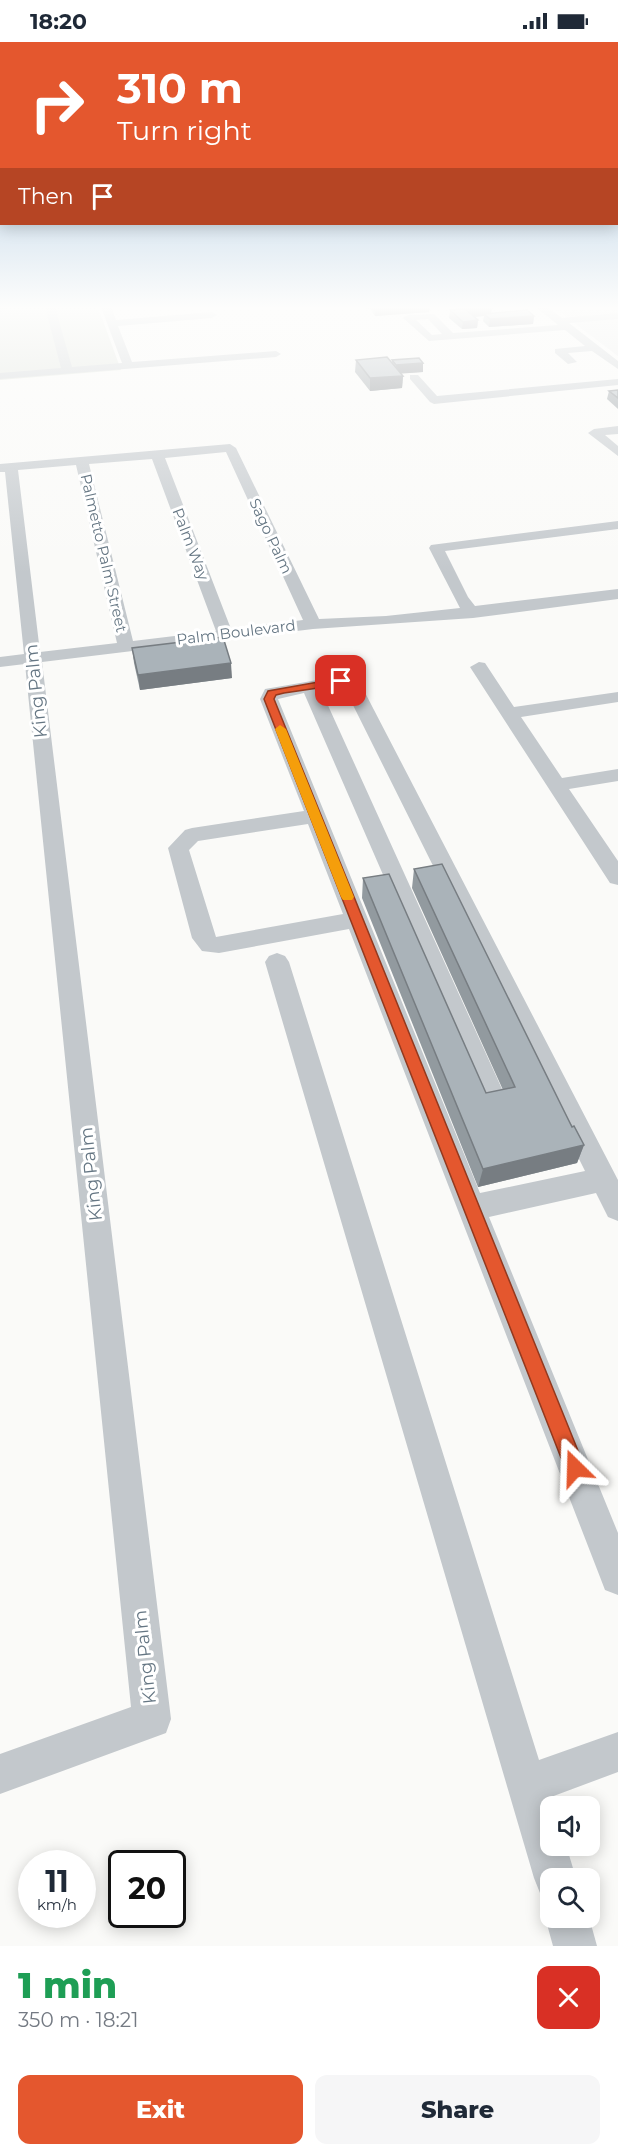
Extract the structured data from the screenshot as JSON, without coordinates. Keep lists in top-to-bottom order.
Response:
{
  "streets": {
    "street": [
      "Sago Palm",
      "Palm Way",
      "Palmetto Palm Street",
      "Palm Boulevard",
      "King Palm"
    ]
  },
  "crossings": [
    ["Sago Palm", "Palm Way"],
    ["Sago Palm", "Palm Boulevard"],
    ["Palm Way", "Palm Boulevard"],
    ["Palmetto Palm Street", "Palm Boulevard"],
    ["Palm Boulevard", "King Palm"]
  ],
  "page": {
    "status": "18:20",
    "turn": ["310 m", "Turn right"],
    "then": "Then",
    "speed": "11 km/h",
    "limit": "20",
    "heading": ["1 min", "350 m · 18:21"],
    "buttons": ["Exit", "Share"]
  }
}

## Activity
Retype each line above exactly. Leave the images out.

## Result for this task
Extract the structured data from the screenshot as JSON, without coordinates. Keep lists in top-to-bottom order.
Response:
{
  "streets": {
    "street": [
      "Sago Palm",
      "Palm Way",
      "Palmetto Palm Street",
      "Palm Boulevard",
      "King Palm"
    ]
  },
  "crossings": [
    ["Sago Palm", "Palm Way"],
    ["Sago Palm", "Palm Boulevard"],
    ["Palm Way", "Palm Boulevard"],
    ["Palmetto Palm Street", "Palm Boulevard"],
    ["Palm Boulevard", "King Palm"]
  ],
  "page": {
    "status": "18:20",
    "turn": ["310 m", "Turn right"],
    "then": "Then",
    "speed": "11 km/h",
    "limit": "20",
    "heading": ["1 min", "350 m · 18:21"],
    "buttons": ["Exit", "Share"]
  }
}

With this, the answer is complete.